Paul Masterton has become one of the most prominent MPs in the new Scottish Tory batch – but for reasons that probably won’t please the Prime Minister.

The former George Watson’s boy took East Renfrewshire from the SNP’s Kirsten Oswald in 2017, inheriting one of the most staunchly Europhile constituencies in Scotland.

It has forced him to take an outspoken independent stance on Brexit, and seen him marked out as one of the “mutineers” accused of trying to derail Theresa May’s Brexit plans.

“I am not and have never been a Brexiteer,” he told HuffPost UK.

“To me, respecting the will of the people isn’t about happy-clappy cheering like a seal every time someone says we’re leaving the European Union, it’s about recognising that yes, we are leaving, but how are we going to do it.”

He has backed rebel ringleader Stephen Hammond’s bid to secure a soft Brexit through joining tiny trading block EFTA, describing it as a “safe harbour” until future trade deals are finalised.


ROSS THOMSON

Member of Parliament for Aberdeen South

Arch-Brexiteer Ross Thomson had been a Tory stalwart for over a decade until he won a seat on the Holyrood North East Scotland list in 2016 and upgraded to the Westminster constituency of Aberdeen South in 2017.

He was a prominent member of Vote Leave in the EU referendum, turning his back on Ruth Davidson’s defence of the European Union which was backed by the majority of her MSPs.

He is a member of Jacob Rees-Mogg’s European Research Group, which he describes as a group united by the objective of ensuring May does not waver from the hard Brexit course she set out in her Lancaster House speech.
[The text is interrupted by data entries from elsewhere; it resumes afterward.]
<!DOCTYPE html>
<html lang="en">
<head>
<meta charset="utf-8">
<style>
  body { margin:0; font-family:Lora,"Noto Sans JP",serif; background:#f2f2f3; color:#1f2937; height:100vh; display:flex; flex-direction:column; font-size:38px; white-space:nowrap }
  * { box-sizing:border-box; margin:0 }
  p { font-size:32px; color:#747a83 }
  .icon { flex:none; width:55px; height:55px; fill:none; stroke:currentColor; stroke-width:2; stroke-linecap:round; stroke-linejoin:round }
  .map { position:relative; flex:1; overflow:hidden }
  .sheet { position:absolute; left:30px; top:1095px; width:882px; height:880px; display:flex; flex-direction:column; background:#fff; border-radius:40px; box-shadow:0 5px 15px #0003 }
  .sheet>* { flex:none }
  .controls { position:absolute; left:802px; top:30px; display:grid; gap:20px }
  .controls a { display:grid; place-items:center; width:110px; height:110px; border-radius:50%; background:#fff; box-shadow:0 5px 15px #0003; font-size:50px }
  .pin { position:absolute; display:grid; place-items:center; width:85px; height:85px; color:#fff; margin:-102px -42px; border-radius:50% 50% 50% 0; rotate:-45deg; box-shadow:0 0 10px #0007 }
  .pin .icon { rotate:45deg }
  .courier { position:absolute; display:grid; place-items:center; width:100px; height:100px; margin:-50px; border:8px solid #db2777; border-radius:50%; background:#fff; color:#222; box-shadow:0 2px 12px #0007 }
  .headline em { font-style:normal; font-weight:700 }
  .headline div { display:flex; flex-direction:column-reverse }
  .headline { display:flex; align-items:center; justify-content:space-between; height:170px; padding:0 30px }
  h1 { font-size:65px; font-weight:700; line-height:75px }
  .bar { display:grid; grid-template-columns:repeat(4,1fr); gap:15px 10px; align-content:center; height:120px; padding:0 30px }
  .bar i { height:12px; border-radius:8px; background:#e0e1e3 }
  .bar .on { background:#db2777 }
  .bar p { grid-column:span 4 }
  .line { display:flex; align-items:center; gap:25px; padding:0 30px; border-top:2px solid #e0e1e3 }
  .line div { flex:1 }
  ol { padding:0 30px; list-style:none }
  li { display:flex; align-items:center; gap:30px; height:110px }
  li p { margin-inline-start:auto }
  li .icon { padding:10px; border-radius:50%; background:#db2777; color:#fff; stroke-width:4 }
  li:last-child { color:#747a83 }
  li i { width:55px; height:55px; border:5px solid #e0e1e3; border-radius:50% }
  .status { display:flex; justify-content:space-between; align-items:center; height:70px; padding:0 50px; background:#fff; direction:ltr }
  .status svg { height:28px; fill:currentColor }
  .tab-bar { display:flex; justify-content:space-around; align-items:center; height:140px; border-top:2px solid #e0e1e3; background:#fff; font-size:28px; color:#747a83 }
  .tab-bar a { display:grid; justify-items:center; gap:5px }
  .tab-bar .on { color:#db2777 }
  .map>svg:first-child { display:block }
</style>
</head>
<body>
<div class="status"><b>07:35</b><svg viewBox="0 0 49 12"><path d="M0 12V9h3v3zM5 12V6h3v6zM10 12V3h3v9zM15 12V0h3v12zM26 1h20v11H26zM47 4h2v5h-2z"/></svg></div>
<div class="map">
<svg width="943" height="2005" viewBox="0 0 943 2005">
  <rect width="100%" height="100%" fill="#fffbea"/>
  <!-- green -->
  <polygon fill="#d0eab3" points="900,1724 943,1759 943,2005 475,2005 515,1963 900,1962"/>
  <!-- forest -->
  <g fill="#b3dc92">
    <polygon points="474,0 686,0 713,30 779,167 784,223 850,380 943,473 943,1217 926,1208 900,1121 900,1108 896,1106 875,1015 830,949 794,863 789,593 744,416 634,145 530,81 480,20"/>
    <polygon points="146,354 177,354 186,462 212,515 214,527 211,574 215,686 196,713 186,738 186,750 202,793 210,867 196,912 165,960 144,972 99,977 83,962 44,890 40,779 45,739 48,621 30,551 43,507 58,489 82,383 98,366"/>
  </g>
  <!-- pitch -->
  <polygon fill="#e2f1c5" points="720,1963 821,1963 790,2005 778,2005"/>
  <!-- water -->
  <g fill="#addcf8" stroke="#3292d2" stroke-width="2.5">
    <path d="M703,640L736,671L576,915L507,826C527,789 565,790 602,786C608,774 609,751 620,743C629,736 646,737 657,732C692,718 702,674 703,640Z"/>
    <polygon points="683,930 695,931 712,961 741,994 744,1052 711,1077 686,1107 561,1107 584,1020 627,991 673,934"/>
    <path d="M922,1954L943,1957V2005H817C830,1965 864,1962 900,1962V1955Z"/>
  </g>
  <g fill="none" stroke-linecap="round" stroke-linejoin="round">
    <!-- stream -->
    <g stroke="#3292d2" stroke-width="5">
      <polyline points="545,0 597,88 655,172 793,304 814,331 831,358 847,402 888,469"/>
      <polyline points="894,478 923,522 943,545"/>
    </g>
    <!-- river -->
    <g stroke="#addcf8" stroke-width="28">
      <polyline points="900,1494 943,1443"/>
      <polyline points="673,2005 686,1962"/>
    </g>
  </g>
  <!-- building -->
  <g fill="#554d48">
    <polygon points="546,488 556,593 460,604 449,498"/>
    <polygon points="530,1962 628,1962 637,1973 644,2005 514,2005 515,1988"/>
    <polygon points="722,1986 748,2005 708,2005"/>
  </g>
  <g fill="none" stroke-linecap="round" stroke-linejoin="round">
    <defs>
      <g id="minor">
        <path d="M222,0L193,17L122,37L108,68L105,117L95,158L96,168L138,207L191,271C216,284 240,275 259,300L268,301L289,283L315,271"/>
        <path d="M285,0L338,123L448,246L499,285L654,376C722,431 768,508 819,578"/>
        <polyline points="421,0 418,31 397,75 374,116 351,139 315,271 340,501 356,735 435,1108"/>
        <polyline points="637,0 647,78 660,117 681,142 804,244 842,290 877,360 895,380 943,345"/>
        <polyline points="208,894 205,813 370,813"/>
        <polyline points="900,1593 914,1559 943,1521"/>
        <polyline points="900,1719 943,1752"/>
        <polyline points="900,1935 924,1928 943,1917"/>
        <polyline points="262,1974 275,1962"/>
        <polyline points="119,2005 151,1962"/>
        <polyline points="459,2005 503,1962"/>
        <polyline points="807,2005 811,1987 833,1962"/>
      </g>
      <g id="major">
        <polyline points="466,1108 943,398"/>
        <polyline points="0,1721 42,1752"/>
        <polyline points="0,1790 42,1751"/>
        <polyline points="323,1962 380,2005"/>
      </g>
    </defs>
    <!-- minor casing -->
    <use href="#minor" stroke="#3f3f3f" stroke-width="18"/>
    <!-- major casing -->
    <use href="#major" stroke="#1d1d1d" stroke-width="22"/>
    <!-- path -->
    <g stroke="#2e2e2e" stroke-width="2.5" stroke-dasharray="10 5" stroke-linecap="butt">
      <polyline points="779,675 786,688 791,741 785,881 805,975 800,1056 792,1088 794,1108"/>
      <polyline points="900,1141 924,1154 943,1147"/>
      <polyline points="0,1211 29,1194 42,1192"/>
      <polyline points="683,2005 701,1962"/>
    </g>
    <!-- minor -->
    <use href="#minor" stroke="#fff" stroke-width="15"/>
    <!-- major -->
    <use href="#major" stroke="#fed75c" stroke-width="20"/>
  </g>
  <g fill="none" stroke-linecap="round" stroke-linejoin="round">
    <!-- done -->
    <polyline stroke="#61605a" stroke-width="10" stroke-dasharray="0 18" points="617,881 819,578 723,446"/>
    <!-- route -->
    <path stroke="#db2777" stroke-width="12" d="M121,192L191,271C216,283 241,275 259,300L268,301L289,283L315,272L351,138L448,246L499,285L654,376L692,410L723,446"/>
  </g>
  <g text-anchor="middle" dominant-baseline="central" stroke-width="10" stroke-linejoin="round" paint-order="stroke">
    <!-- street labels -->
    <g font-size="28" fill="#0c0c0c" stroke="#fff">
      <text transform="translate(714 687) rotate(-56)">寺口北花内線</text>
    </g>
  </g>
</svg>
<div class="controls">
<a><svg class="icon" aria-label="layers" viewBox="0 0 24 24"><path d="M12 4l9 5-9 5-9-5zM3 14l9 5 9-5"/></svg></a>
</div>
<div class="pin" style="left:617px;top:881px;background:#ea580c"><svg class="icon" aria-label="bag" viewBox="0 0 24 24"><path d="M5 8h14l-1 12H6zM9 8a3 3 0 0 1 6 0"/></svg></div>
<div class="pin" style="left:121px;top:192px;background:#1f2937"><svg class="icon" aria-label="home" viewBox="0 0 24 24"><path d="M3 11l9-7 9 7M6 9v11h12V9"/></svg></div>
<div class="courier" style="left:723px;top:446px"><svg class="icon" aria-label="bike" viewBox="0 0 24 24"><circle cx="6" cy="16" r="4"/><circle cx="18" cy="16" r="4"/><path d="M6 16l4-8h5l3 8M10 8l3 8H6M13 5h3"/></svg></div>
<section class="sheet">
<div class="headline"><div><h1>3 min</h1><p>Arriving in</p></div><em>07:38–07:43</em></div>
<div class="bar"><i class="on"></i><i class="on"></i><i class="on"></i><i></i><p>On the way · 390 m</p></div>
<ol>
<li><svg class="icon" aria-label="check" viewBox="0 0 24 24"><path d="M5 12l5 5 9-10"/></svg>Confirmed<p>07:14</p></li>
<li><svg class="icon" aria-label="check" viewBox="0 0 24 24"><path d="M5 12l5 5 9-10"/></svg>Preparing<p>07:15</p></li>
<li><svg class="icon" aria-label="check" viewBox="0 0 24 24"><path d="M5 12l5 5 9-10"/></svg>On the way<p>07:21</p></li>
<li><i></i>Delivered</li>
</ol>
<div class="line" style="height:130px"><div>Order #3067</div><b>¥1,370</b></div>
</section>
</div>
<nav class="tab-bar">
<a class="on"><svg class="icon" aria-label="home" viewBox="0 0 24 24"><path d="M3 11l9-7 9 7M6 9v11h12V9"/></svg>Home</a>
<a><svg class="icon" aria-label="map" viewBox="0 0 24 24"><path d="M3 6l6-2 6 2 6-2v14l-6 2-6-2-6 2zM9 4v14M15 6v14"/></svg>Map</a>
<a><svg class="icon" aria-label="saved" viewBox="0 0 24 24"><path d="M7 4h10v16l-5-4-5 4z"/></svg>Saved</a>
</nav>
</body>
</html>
His Euroscepticism is rooted in his close links to the fishing and farming industries in the North East.

The MP is an outspoken supporter of LGBTI rights, and has also recently launched a campaign at Westminster to follow Holyrood’s lead and ban “barbaric” electric shock dog collars.


DOUGLAS ROSS

Member of Parliament for Moray

Douglas Ross handed his opponents an open goal when he missed a vote on the emotive issue of welfare reform to be an assistant referee at a Champions League match.

The nationalists were desperate for retribution after he claimed one of their biggest scalps, former Westminster leader Angus Robertson, in the Moray stronghold they had held since the days of Margaret Ewing in 1987.

Accusations that he was a “part-time politician” inevitably followed, and he pledged to reject any further offers to referee while parliament is sitting.

However, he later committed another clear foul when he said he would “like to see tougher enforcement against Gypsy Travellers”, prompting a rebuke from Amnesty International and a disciplinary warning by his employers at the Scottish Football Association.

Far from being a part-time politician, he had been a councillor since 2007 and stood for nearly every parliamentary election since then until he won a seat on the Highlands and Islands Holyrood list in 2016 before taking the ultimate Westminster prize.